A new institution for this process, the equilibrium corporation, would no longer remain compelled to "harvest" the best skills of today's formal education while abandoning the rest. Instead, a new corporate structure could (finally) generate an internal, informal education structure, which utilizes the multi skill capacity of all who take part. Only recall that the expectations and requirements of asymmetric compensation, all but force the signalling process which many now find so dispiriting.
Among the first rules of specialization in equilibrium corporate activity, would be to "spread around" not just the challenging skills utilization which so many seek, but also a wide array of "leftover" tasks and divisions of labour. Indeed, people too often face a lifetime of "leftover" economic activities, once the "good" (well compensated) activities are taken, should they somehow "fail" the requirements of today's formal educational settings. For instance, one may know how to cook a great meal, but get little appreciation for doing so unless they happen to operate a profitable restaurant! Just by integrating multiple skill levels for all participants, many of life's most basic tasks and duties, could finally regain some much deserved respect.

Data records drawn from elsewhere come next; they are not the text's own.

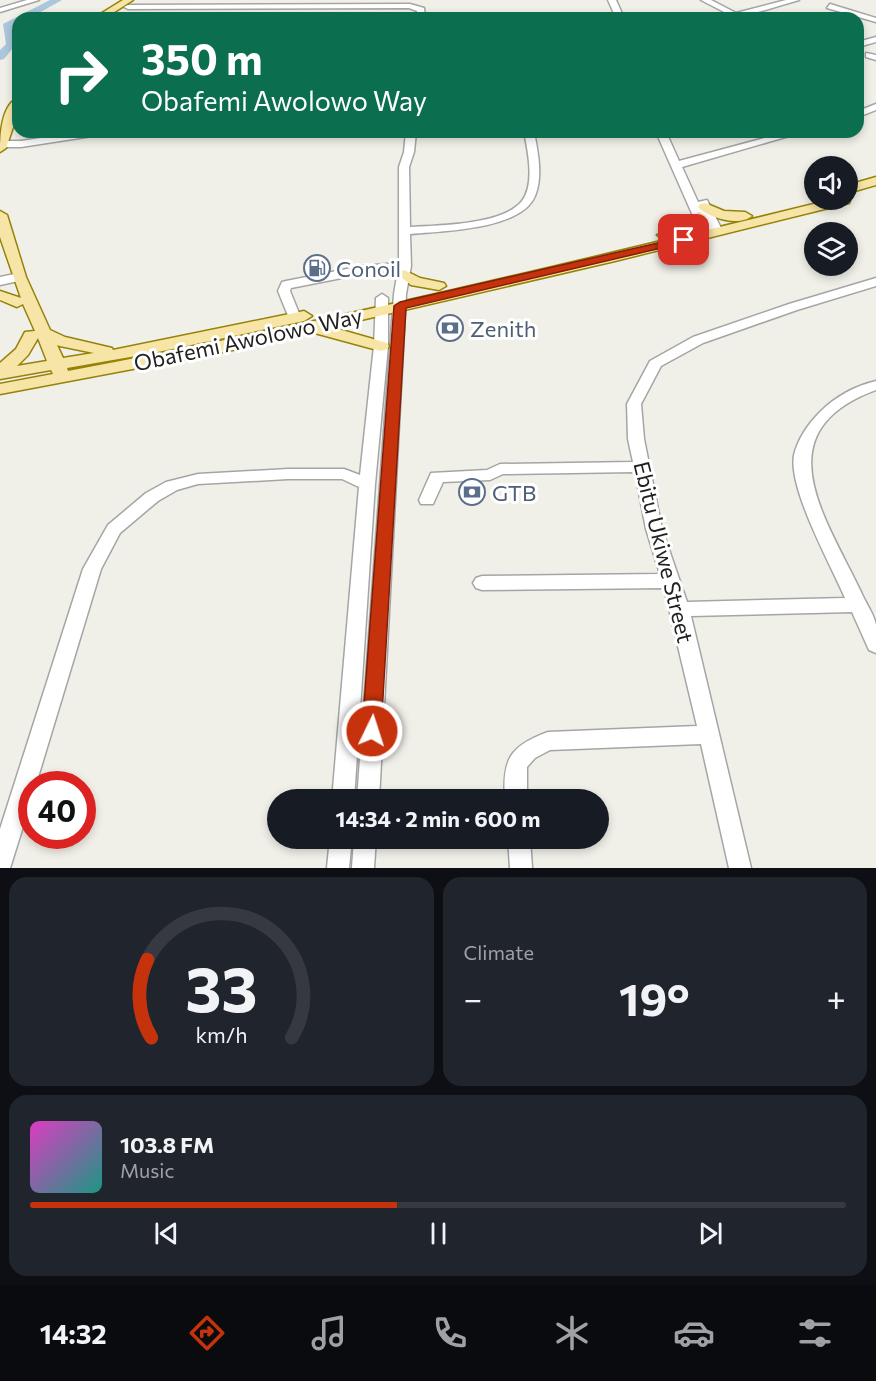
<!DOCTYPE html>
<meta charset="utf-8">
<style>
:root{--surface:#171b24;--page:#20242c;--text:#f1f3f6;--muted:#9ea1a6;--line:#363941;--accent:#c6320c}
body{margin:0;font-family:Commissioner,sans-serif;background:var(--page);color:var(--text);height:100vh;display:flex;flex-direction:column;font-size:22px;white-space:nowrap}
*{box-sizing:border-box;margin:0}
p{font-size:20px;color:var(--muted)}
.icon{flex:none;width:33px;height:33px;fill:none;stroke:currentColor;stroke-width:2;stroke-linecap:round;stroke-linejoin:round}
.map{position:relative;height:868px;overflow:hidden}
.details{display:flex;flex-direction:column;gap:9px;padding:9px;background:#0d0f14;flex:1}
.details>*{flex:none}
.guide{position:absolute;left:12px;top:12px;width:852px;height:126px;border-radius:18px;box-shadow:0 3px 9px #0003;background:#0b6e4f;color:#fff;overflow:hidden}
.buttons{position:absolute;left:804px;top:156px;display:grid;gap:12px}
.buttons a{display:grid;place-items:center;width:54px;height:54px;border-radius:50%;background:var(--surface);box-shadow:0 3px 9px #0003;font-size:30px}
.speed{position:absolute;left:18px;top:771px;display:flex;gap:12px;font-size:30px;font-weight:700;text-align:center}
.speed>*{display:grid;place-content:center;width:78px;height:78px;border-radius:50%;background:var(--surface);box-shadow:0 3px 9px #0003;line-height:1}
.speed .limit{border:9px solid #d22;background:#fff;color:#111}
.pin{position:absolute;display:grid;place-items:center;width:51px;height:51px;color:#fff;margin:-26px;border-radius:12px;box-shadow:0 3px 9px #0006}
.me{position:absolute;width:66px;margin:-33px;rotate:4deg;stroke-linejoin:round;filter:drop-shadow(0 0 4px #0008)}
.turn{display:flex;align-items:center;gap:21px;height:126px;padding:0 30px;font-size:27px}
.turn .icon{width:78px;height:78px;stroke-width:2.5}
.turn b{display:block;font-size:42px;line-height:51px}
.big{font-size:45px;font-weight:700;line-height:1.1}
.details .tile{flex:1;display:flex;flex-direction:column;justify-content:center;gap:9px;min-width:0;padding:0 21px;border-radius:18px;background:var(--page)}
.details .dial{align-items:center;gap:0}
.dial svg{height:156px;overflow:visible;fill:none;stroke:var(--line);stroke-width:7;stroke-linecap:round;text-anchor:middle}
.dial text{fill:var(--text);stroke:none}
.song{display:flex;align-items:center;gap:18px}
.cover{width:72px;height:72px;border-radius:9px;background:linear-gradient(135deg,hsl(310 70% 55%),hsl(170 70% 35%))}
.played{height:6px;border-radius:3px;background:linear-gradient(90deg,var(--accent) 45%,var(--line) 45%)}
.keys{display:flex;justify-content:space-around;direction:ltr}
.heat{display:flex;justify-content:space-between;align-items:center;font-size:33px;direction:ltr}
.details .tiles{flex:1;display:grid;gap:9px;grid-template-columns:1fr 1fr}
.tile:last-child{grid-column:span 2}
.trip{position:absolute;left:267px;top:789px;width:342px;height:60px;border-radius:30px;background:var(--surface);box-shadow:0 3px 9px #0003;font-weight:700;line-height:60px;text-align:center}
.dock{display:flex;height:96px;justify-content:space-around;align-items:center;background:#090b0e;color:var(--muted)}
.dock .icon{width:42px;height:42px}
.dock .active{color:var(--accent)}
.dock b{font-size:27px;color:var(--text)}
.map>svg:first-child{display:block}
.lines{fill:none;stroke-linecap:round;stroke-linejoin:round}
.river{fill:#abc7db;fill-rule:evenodd}
.minor-casing{stroke:#a5a5a5;stroke-width:3}
.major-casing{stroke:#958309;stroke-width:3}
.minor{fill:#fff;fill-rule:evenodd}
.major{fill:#f7e5a7;fill-rule:evenodd}
.route{fill:#c6320c;stroke:#812008;stroke-width:1.5}
.labels{text-anchor:middle;dominant-baseline:central;stroke-width:6;stroke-linejoin:round;paint-order:stroke}
.service-label{font-size:22px;fill:#4e5e75;stroke:#fff;text-anchor:start}
.street-label{font-size:22px;fill:#212121;stroke:#fff}
</style>
<div class="map">
<svg width="876" height="868" viewBox="0 0 876 868">
<rect width="100%" height="100%" fill="#f1f0e8"/>
<g class="lines">
<polygon class="river" points="50,0 62,0 30,18 18,18 18,24 12,27 16,44 4,59 0,60 0,50 6,44 3,24"/>
<defs>
<g id="minor">
<polygon points="27,0 39,0 0,12 0,8"/>
<polygon points="608,0 616,0 624,18 616,18"/>
<polygon points="701,0 711,0 736,13 786,0 799,0 738,18 719,18 728,14"/>
<polygon points="410,4 424,8 425,18 417,18 417,11 409,8 128,9 124,7 128,5"/>
<polygon points="830,4 876,18 876,22 827,8"/>
<polygon points="776,16 793,16 797,18 772,18"/>
<polygon points="876,37 876,42 858,47 858,42"/>
<polygon points="866,53 876,55 876,60 866,57"/>
<polygon points="876,104 876,110 858,117 858,111"/>
<polygon points="80,132 104,132 99,135 21,147 0,147 1,141 21,141"/>
<path d="M406 132H416L414 152 409 167 410 227C439 225 503 225 522 201 535 184 528 151 524 132H534C538 152 543 177 535 196 521 230 442 231 410 234L411 266 406 294 379 800H357L394 294 398 270 362 274 291 288 290 291 301 318 295 322 289 318 278 291 282 282 286 281 362 266 399 263V167L404 152Z"/>
<polygon points="656,132 666,132 679,161 787,132 803,132 682,167 698,202 707,200 723,232 707,237 701,234"/>
<polygon points="690,132 701,132 696,135"/>
<polygon points="19,273 25,277 23,280 0,285 0,277"/>
<path d="M876 278V286L797 310 703 343 661 366 641 404 644 439 662 529 687 602 845 598C831 565 788 489 794 455 798 439 808 424 820 412 835 397 855 386 876 381V390C762 432 826 518 861 592 865 602 874 614 876 625 876 633 876 644 876 653L869 650 852 612 691 616 751 868H729L701 744 550 750 535 758 527 767V800H505C502 759 510 746 548 732L697 726 664 588 482 590 476 588 473 583 476 578 482 576 660 574 646 529 635 472 503 474 490 480 443 482 433 504H421L419 500 431 473 487 470 500 464 633 462 628 439 627 404 650 361 693 337 789 304Z"/>
<polygon points="382,294 388,298 388,346 375,484 354,800 332,800 359,487 342,479 288,479 198,484 177,490 158,501 120,533 101,569 36,784 32,784 32,798 11,865 10,868 0,868 0,829 83,569 108,525 146,493 166,482 198,474 288,469 344,469 360,475 374,346 376,298"/>
<polygon points="330,838 352,838 349,868 327,868"/>
<polygon points="354,838 376,838 374,868 352,868"/>
<polygon points="508,838 530,838 532,868 510,868"/>
</g>
<g id="major">
<polygon points="123,0 133,0 105,18 94,18"/>
<path d="M18 98V112L6 148 0 152C0 136 1 105 18 98Z"/>
<polygon points="876,177 876,185 848,193 848,185"/>
<path d="M848 197 850 200 849 203 615 261 331 327 387 343 389 346 387 349 381 351 311 332 228 351 0 394V384L53 374 51 370 0 379V363L16 349 25 332 35 331 23 304 17 307 0 300V291L21 298 0 237V211L7 215 26 277 50 330 65 337 112 348 113 350 304 311 312 316 304 321 153 353 67 368 68 371C324 323 577 262 830 200H848ZM38 338 47 361 17 366 28 355ZM57 345 60 346 94 353 63 358Z"/>
<path d="M705 203 724 211 745 212 752 216C739 227 709 218 698 207L700 204Z"/>
<polygon points="699,212 706,216 696,227 664,239 657,235 686,221"/>
<polygon points="404,270 420,278 444,283 446,286 439,290 411,285 397,274"/>
</g>
</defs>
<use href="#minor" class="minor-casing"/>
<use href="#major" class="major-casing"/>
<use href="#minor" class="minor"/>
<use href="#major" class="major"/>
</g>
<polygon class="route" points="684,237 687,237 687,242 406,308 381,731 378,737 372,739 365,737 362,731 394,306 400,302"/>
<defs>
<symbol id="fuel-ring" viewBox="-11 -11 22 22"><circle r="9.5" fill="#fff" stroke="#5c6f8a" stroke-width="1.5"/><path d="M-5.5-6h7V0h2V4h1.3V-2.5L3-4.5l.8-.8L6-3V5H2.5V1h-1V6h-7ZM-4.2-4.7v3.2H.2V-4.7Z" fill="#5c6f8a"/></symbol>
<symbol id="bank-ring" viewBox="-11 -11 22 22"><circle r="9.5" fill="#fff" stroke="#5c6f8a" stroke-width="1.5"/><path d="M-6-4H6V4H-6ZM0-2.3a2.3 2.3 0 1 0 0 4.6a2.3 2.3 0 1 0 0-4.6Z" fill="#5c6f8a"/></symbol>
</defs>
<g fill-rule="evenodd">
<use href="#fuel-ring" x="302" y="253" width="30" height="30"/>
<use href="#bank-ring" x="435" y="313" width="30" height="30"/>
<use href="#bank-ring" x="457" y="477" width="30" height="30"/>
</g>
<g class="labels">
<g class="service-label">
<text x="336" y="268">Conoil</text>
<text x="470" y="328">Zenith</text>
<text x="492" y="492">GTB</text>
</g>
<g class="street-label">
<text transform="translate(248 339) rotate(-12)">Obafemi Awolowo Way</text>
<text transform="translate(664 552) rotate(76)">Ebitu Ukiwe Street</text>
</g>
</g>
</svg>
<div class="buttons">
<a><svg class="icon" aria-label="sound" viewBox="0 0 24 24"><path d="M4 9h4l5-4v14l-5-4H4zM17 9q2 3 0 6"/></svg></a>
<a><svg class="icon" aria-label="layers" viewBox="0 0 24 24"><path d="M12 4l9 5-9 5-9-5zM3 14l9 5 9-5"/></svg></a>
</div>
<div class="speed"><div class="limit">40</div></div>
<div class="pin" style="left:684px;top:240px;background:#d93025"><svg class="icon" aria-label="arrive" viewBox="0 0 24 24"><path d="M6 21V4h12l-3 4 3 4H6"/></svg></div>
<svg class="me" style="left:372px;top:731px" viewBox="-20 -20 40 40"><circle r="17" fill="#c6320c" stroke="#fff" stroke-width="3"/><path d="M0-11L8 9 0 5-8 9z" fill="#fff"/></svg>
<div class="trip">14:34 · 2 min · 600 m</div>
<div class="guide">
<div class="turn"><svg class="icon" aria-label="right" viewBox="0 0 24 24"><path d="M7 20v-9h11M14 6l5 5-5 5"/></svg><div><b>350 m</b>Obafemi Awolowo Way</div></div>
</div>
</div>
<section class="details">
<div class="tiles">
<div class="tile dial"><svg viewBox="0 0 100 80">
<path d="M14 69A42 42 0 1 1 86 69"/>
<path d="M14 69A42 42 0 0 1 12 29" stroke="#c6320c"/>
<text x="50" y="56" font-size="32" font-weight="700">33</text>
<text x="50" y="72" font-size="11">km/h</text>
</svg></div>
<div class="tile"><p>Climate</p>
<div class="heat"><a>−</a><b class="big">19°</b><a>+</a></div>
</div>
<div class="tile">
<div class="song"><i class="cover"></i><div><b>103.8 FM</b><p>Music</p></div></div>
<div class="played"></div>
<div class="keys"><svg class="icon" aria-label="previous" viewBox="0 0 24 24"><path d="M18 5L8 12l10 7zM5 5v14"/></svg><svg class="icon" aria-label="pause" viewBox="0 0 24 24"><path d="M8 5v14M16 5v14"/></svg><svg class="icon" aria-label="next" viewBox="0 0 24 24"><path d="M6 5l10 7-10 7zM19 5v14"/></svg></div>
</div>
</div>
</section>
<nav class="dock">
<b>14:32</b>
<svg class="icon active" aria-label="directions" viewBox="0 0 24 24"><path d="M12 3l9 9-9 9-9-9zM9 14v-3h6M13 9l2 2-2 2"/></svg>
<svg class="icon" aria-label="music" viewBox="0 0 24 24"><path d="M9 18V5l10-2v13"/><circle cx="6" cy="18" r="3"/><circle cx="16" cy="16" r="3"/></svg>
<svg class="icon" aria-label="phone" viewBox="0 0 24 24"><path d="M5 4h4l2 5-3 2q2 4 5 5l2-3 5 2v4C11 20 4 13 5 4z"/></svg>
<svg class="icon" aria-label="climate" viewBox="0 0 24 24"><path d="M12 3v18M4 7l16 10M4 17L20 7"/></svg>
<svg class="icon" aria-label="car" viewBox="0 0 24 24"><path d="M5 17H2v-5l4-1 3-4h7l3 4 3 1v5h-3M9 17h6M6 11h13"/><circle cx="7" cy="17" r="2"/><circle cx="17" cy="17" r="2"/></svg>
<svg class="icon" aria-label="filters" viewBox="0 0 24 24"><path d="M4 7h16M4 17h16"/><circle cx="9" cy="7" r="2"/><circle cx="15" cy="17" r="2"/></svg>
</nav>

One reason economic dynamism is no longer a simple matter in advanced nations, is the fact that differences in scale are not well understood, either in terms of how they have affected workplace density or national budgets. Just the same, understanding how differences in scale affect long term growth is important. Doing so would make it simpler for nations to determine, when it is helpful to let go of micromanagement of economic activity, versus the economic activity that could still be profitably encouraged at national levels.
Again, it helps to remember that national government works best when it utilizes its resources to encourage what is capable of scaling up. Representative democracy functions well when citizens vote to influence broad and national infrastructure decisions. On the other hand, direct democracy works best when time "votes" (use) are utilized on symmetric terms. When time purchases time, it becomes possible to regain forms of scale which are intricately tied to human potential and aspiration. When time purchases time, technology is better able to align with what people want to do, instead of the other way around.
Presently, some national governments are still capable of tapping into revenue for strong infrastructure commitments which dwarf what advanced nations can now provide, given their already existing commitments to secondary markets. With a little luck, national governments of the future, will be better able to build their economies in ways which require less non tradable sector general equilibrium dependence at the outset.